Première rencontre
Lundi 13 septembre 2021. Je rencontre deux groupes d’élèves de 3e du collège Elsa-Triolet.
Un premier groupe d’une douzaine des jeunes est déjà installé, en arc de cercle devant le tableau, dans un CDI tout rénové durant l’été. La professeure-documentaliste me présente en quelques phrases, et je m’installe face à eux, un peu tendue. Je leur explique la raison de ma présence, la chance que l’on a d’aller à rencontre de jeunes gens, juste parce que l’on écrit des livres. Je leur demande s’ils connaissent des auteurs. Des rires fusent. Les noms de Molière et de Shakespeare sont prononcés. Et des vivants ? Silence ou presque. Je leur raconte que beaucoup de personnes écrivent et publient aujourd’hui, des vieux et des jeunes, des femmes et des hommes dont les noms ne diraient pas forcément grand-chose. Ma résidence, leur dis-je, aura pour thème la musique, la mémoire auditive. Ont-ils déjà accumulé des souvenirs liés aux sons, aux bruits, peut-être à la musique ? Certains répondent et d’autres rient. Alors on passe à l’écriture : Si j’étais un instrument de musique…. Je serais… Une guitare ; une guitare ; une guitare ; une guitare électrique. Enfin une flûte traversière. Je vois déjà les regards brillants de ceux qui ont envie de revenir, qui formeront les volontaires de l’atelier. Je vois les embarras de ceux qui ne reviendront pas. Je sens aussi l’effort que tous fournissent pour rester calmes et concentrés. Les trois dernières minutes, ils m’échappent. Et finalement s’échappent comme une nuée d’oiseaux à travers les couloirs du collège.
Le deuxième groupe arrive. Plus dissipé peut-être. J’explique encore, donne quelques instructions. Madame, madame, c’est quoi déjà ? On doit écrire quoi, déjà ? Je répète : Un souvenir lié à une musique, une chanson, un bruit. Certains se concentrent sur leur feuille. D’autres murmurent des blagues. Dans un sac, je rassemble les réponses de chacun, les mélange, les fais piocher : nous allons mutuellement nous lire. Quand j’entends telle chanson, je pense à telle série. Quelqu’un, pourtant, répond qu’en entendant le crissement des roues d’une voiture, il ou elle repense aux 14 heures de route qui l’ont mené.e jusqu’au Cachemire.

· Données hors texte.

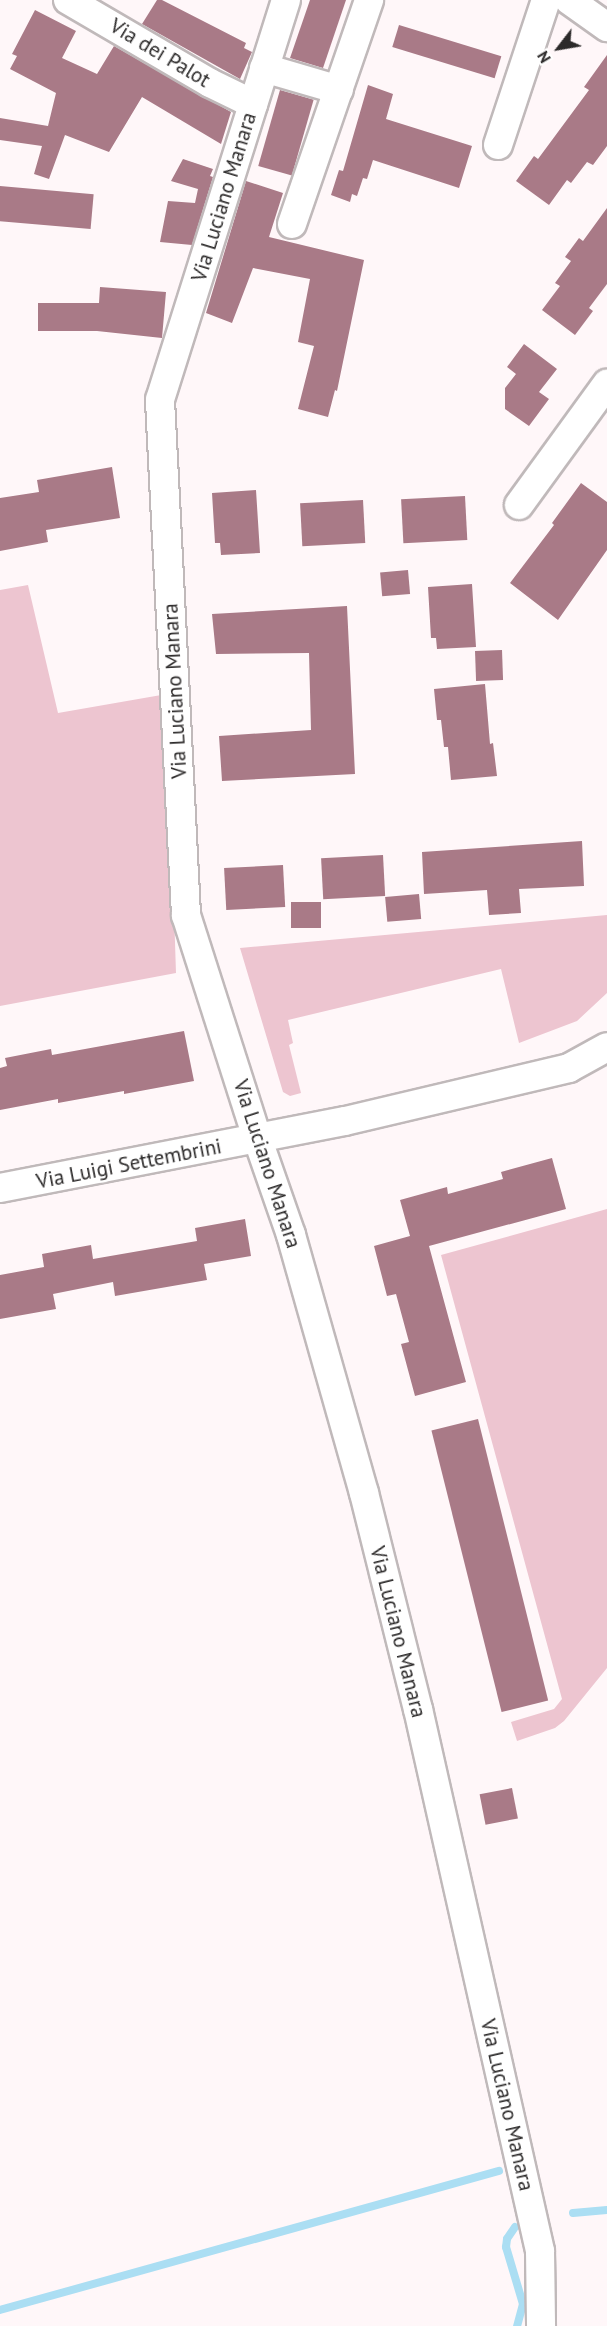 <!DOCTYPE html>
<style>
body{margin:0}
#map{position:relative;width:607px;height:2326px;overflow:hidden;background:#fff7f9;font-family:"PT Sans",sans-serif}
div>[style]{position:absolute}
.green>*{inset:0;background:#edc5d0}
.stream>*{height:8px;margin:-4px;padding:0 4px;transform-origin:4px;border-radius:4px;background:#abdef3}
.building>*{inset:0;background:#a97a87;transform-origin:0 0}
.roads{filter:drop-shadow(2px 0 #c0b9ba) drop-shadow(-2px 0 #c0b9ba) drop-shadow(0 2px #c0b9ba) drop-shadow(0 -2px #c0b9ba)}
.street>*{height:28px;margin:-14px;padding:0 14px;transform-origin:14px;border-radius:14px;background:#fff}
span{translate:-50% -50%;white-space:nowrap;text-align:center;line-height:1.15;-webkit-text-stroke:4.5px #fff;paint-order:stroke}
.street-label{font-size:21px;color:#2c2a2a}
.north{position:absolute;left:529px;top:18px;width:60px;height:60px;-webkit-text-stroke:4px #fff;paint-order:stroke;rotate:239deg;font-size:16px;font-weight:700;line-height:24px;text-align:center;color:#2c2a2a}
.north::after{content:'';display:block;margin:auto;width:21px;height:27px;background:#2c2a2a;clip-path:polygon(50% 0,100% 100%,50% 72%,0 100%)}
</style>
<div id="map">
<div class="green">
<div style="clip-path:polygon(28px 585px,58px 713px,167px 694px,176px 973px,0 1006px,0 590px)"></div>
<div style="clip-path:polygon(607px 915px,607px 993px,577px 1021px,519px 1043px,501px 969px,288px 1020px,293px 1043px,289px 1045px,301px 1093px,290px 1096px,283px 1092px,240px 948px)"></div>
<div style="clip-path:polygon(607px 1209px,607px 1668px,564px 1721px,555px 1728px,517px 1741px,511px 1722px,554px 1709px,562px 1699px,441px 1255px)"></div>
</div>
<div class="stream">
<div style="left:573px;top:2213px;width:34px;rotate:-5deg"></div>
<div style="left:515px;top:2227px;width:14px;rotate:124deg"></div>
<div style="left:507px;top:2239px;width:8px;rotate:97deg"></div>
<div style="left:506px;top:2247px;width:59px;rotate:73.4deg"></div>
<div style="left:523px;top:2304px;width:23px;rotate:105deg"></div>
<div style="left:0;top:2310px;width:518px;rotate:-15.57deg"></div>
</div>
<div class="building">
<div style="clip-path:polygon(157px 0,162px 0,246px 43px,244px 48px,252px 52px,240px 79px,142px 24px)"></div>
<div style="clip-path:polygon(310px 0,346px 0,323px 68px,290px 58px)"></div>
<div style="clip-path:polygon(35px 10px,76px 31px,62px 58px,97px 74px,114px 46px,231px 112px,221px 144px,142px 97px,109px 152px,65px 135px,49px 179px,34px 174px,42px 146px,0 140px,0 118px,48px 126px,56px 93px,10px 69px,17px 56px,12px 54px)"></div>
<div style="left:399px;top:25px;width:107px;height:23px;rotate:17deg"></div>
<div style="clip-path:polygon(607px 55px,607px 146px,593px 165px,587px 162px,571px 183px,567px 180px,549px 205px,516px 181px,534px 156px,538px 159px,589px 90px,584px 87px)"></div>
<div style="clip-path:polygon(368px 85px,393px 94px,386px 119px,472px 146px,459px 188px,373px 160px,367px 179px,363px 178px,357px 196px,352px 194px,350px 202px,331px 195px,339px 170px,343px 171px)"></div>
<div style="left:280px;top:90px;width:35px;height:79px;rotate:16deg"></div>
<div style="clip-path:polygon(183px 159px,213px 169px,210px 176px,213px 177px,192px 245px,160px 242px,168px 201px,195px 203px,198px 189px,171px 181px)"></div>
<div style="clip-path:polygon(246px 181px,283px 193px,269px 237px,364px 260px,337px 391px,335px 390px,328px 417px,298px 409px,314px 346px,298px 342px,310px 279px,253px 268px,232px 323px,206px 313px)"></div>
<div style="left:0;top:186px;width:94px;height:35px;rotate:5deg"></div>
<div style="clip-path:polygon(607px 208px,607px 284px,589px 308px,593px 311px,575px 335px,542px 310px,560px 286px,555px 283px,571px 261px,565px 257px,579px 238px,583px 241px)"></div>
<div style="clip-path:polygon(100px 287px,166px 292px,162px 338px,97px 331px,38px 331px,38px 303px,99px 303px)"></div>
<div style="clip-path:polygon(524px 344px,557px 369px,539px 392px,549px 399px,529px 426px,505px 409px,505px 388px,516px 374px,507px 367px)"></div>
<div style="clip-path:polygon(112px 467px,120px 518px,46px 530px,48px 542px,0 551px,0 498px,39px 492px,37px 480px)"></div>
<div style="clip-path:polygon(581px 483px,607px 502px,607px 550px,558px 620px,510px 583px,554px 525px,552px 523px)"></div>
<div style="clip-path:polygon(256px 490px,260px 553px,221px 555px,220px 543px,215px 543px,212px 493px)"></div>
<div style="left:465px;top:496px;width:44px;height:64px;rotate:87deg"></div>
<div style="left:363px;top:500px;width:43px;height:63px;rotate:87deg"></div>
<div style="left:408px;top:570px;width:24px;height:28px;rotate:85deg"></div>
<div style="clip-path:polygon(472px 584px,476px 647px,437px 649px,436px 638px,431px 638px,428px 587px)"></div>
<div style="clip-path:polygon(347px 606px,355px 774px,222px 781px,219px 736px,311px 730px,309px 653px,216px 654px,212px 614px)"></div>
<div style="left:502px;top:650px;width:30px;height:27px;rotate:88deg"></div>
<div style="clip-path:polygon(485px 684px,490px 744px,493px 743px,497px 776px,451px 780px,448px 747px,444px 747px,441px 720px,437px 720px,434px 689px)"></div>
<div style="clip-path:polygon(582px 841px,584px 886px,519px 889px,521px 913px,489px 915px,487px 890px,424px 894px,422px 852px)"></div>
<div style="left:383px;top:855px;width:41px;height:62px;rotate:87deg"></div>
<div style="left:283px;top:865px;width:42px;height:59px;rotate:87deg"></div>
<div style="left:419px;top:894px;width:25px;height:34px;rotate:85deg"></div>
<div style="left:291px;top:902px;width:30px;height:26px"></div>
<div style="clip-path:polygon(184px 1031px,194px 1081px,124px 1094px,124px 1091px,58px 1103px,58px 1099px,0 1110px,0 1068px,7px 1066px,5px 1058px,51px 1049px,52px 1055px)"></div>
<div style="clip-path:polygon(552px 1158px,566px 1209px,429px 1246px,466px 1382px,415px 1396px,401px 1344px,409px 1342px,396px 1294px,387px 1296px,374px 1246px,410px 1236px,400px 1200px,447px 1187px,448px 1194px,503px 1179px,501px 1172px)"></div>
<div style="clip-path:polygon(245px 1219px,251px 1256px,204px 1264px,207px 1280px,115px 1296px,113px 1282px,53px 1294px,56px 1309px,0 1319px,0 1275px,44px 1267px,42px 1254px,91px 1245px,93px 1259px,197px 1241px,195px 1228px)"></div>
<div style="left:478px;top:1419px;width:290px;height:48px;rotate:76deg"></div>
<div style="left:512px;top:1788px;width:31px;height:33px;rotate:79deg"></div>
</div>
<div class="roads">
<div class="street">
<div style="left:68px;top:0;width:164px;rotate:30.3deg"></div>
<div style="left:210px;top:83px;width:48px;rotate:26deg"></div>
<div style="left:286px;top:0;width:419px;rotate:107.5deg"></div>
<div style="left:160px;top:400px;width:516px;rotate:87.11deg"></div>
<div style="left:186px;top:915px;width:236px;rotate:72.3deg"></div>
<div style="left:258px;top:1140px;width:101px;rotate:70.8deg"></div>
<div style="left:291px;top:1235px;width:268px;rotate:74.2deg"></div>
<div style="left:364px;top:1493px;width:223px;rotate:76deg"></div>
<div style="left:418px;top:1709px;width:556px;rotate:77.31deg"></div>
<div style="left:540px;top:2251px;width:75px;rotate:89.2deg"></div>
<div style="left:569px;top:0;width:47px;rotate:35.4deg"></div>
<div style="left:264px;top:68px;width:78px;rotate:16.3deg"></div>
<div style="left:498px;top:145px;width:153px;rotate:-71.7deg"></div>
<div style="left:292px;top:224px;width:237px;rotate:-71deg"></div>
<div style="left:519px;top:505px;width:150px;rotate:-54deg"></div>
<div style="left:0;top:1188px;width:351px;rotate:-11deg"></div>
<div style="left:345px;top:1121px;width:230px;rotate:-13.3deg"></div>
<div style="left:569px;top:1068px;width:43px;rotate:-28.9deg"></div>
</div>
</div>
<div class="street-label">
<span style="left:160px;top:53px;rotate:31deg">Via dei Palot</span>
<span style="left:224px;top:197px;rotate:-73deg">Via Luciano Manara</span>
<span style="left:175px;top:691px;rotate:-93deg">Via Luciano Manara</span>
<span style="left:129px;top:1164px;rotate:-11deg">Via Luigi Settembrini</span>
<span style="left:267px;top:1164px;rotate:72deg">Via Luciano Manara</span>
<span style="left:398px;top:1632px;rotate:76deg">Via Luciano Manara</span>
<span style="left:507px;top:2105px;rotate:77deg">Via Luciano Manara</span>
</div>
<div class="north">N</div>
</div>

Soudain, je tente une expérience : je leur propose de lire un extrait d’un de mes livres. Nous avons, ce week-end, commémoré les vingt ans du 11 septembre 2001. À cette époque, je vivais à New York. J’ai raconté le choc de ce jour-là sur quelques pages dans Une fille de passage. Vous voulez que vous le lise ? Un grand OUI traverse la pièce. J’ai peur. Je vais les ennuyer. Ils vont rire, bavarder.
J’avance avec prudence dans mes phrases, une première puis une autre, et puis une autre encore, mais je n’entends aucun rire, aucun murmure, juste mes mots qui résonnent. D’un œil furtif au-dessus de ma page, je regarde les visages, respectueux, attentifs. Le silence est total : ils m’écoutent. Et j’en ressens une vive émotion.
À la fin, la même question va revenir par trois fois, même après que j’aurai répondu Oui, je l’ai vécu, comme si cela leur semblait impossible, un véritable mythe : Madame, madame, c’est vrai ? C’est vrai ? Vous y étiez vraiment, le 11 septembre, à New York ?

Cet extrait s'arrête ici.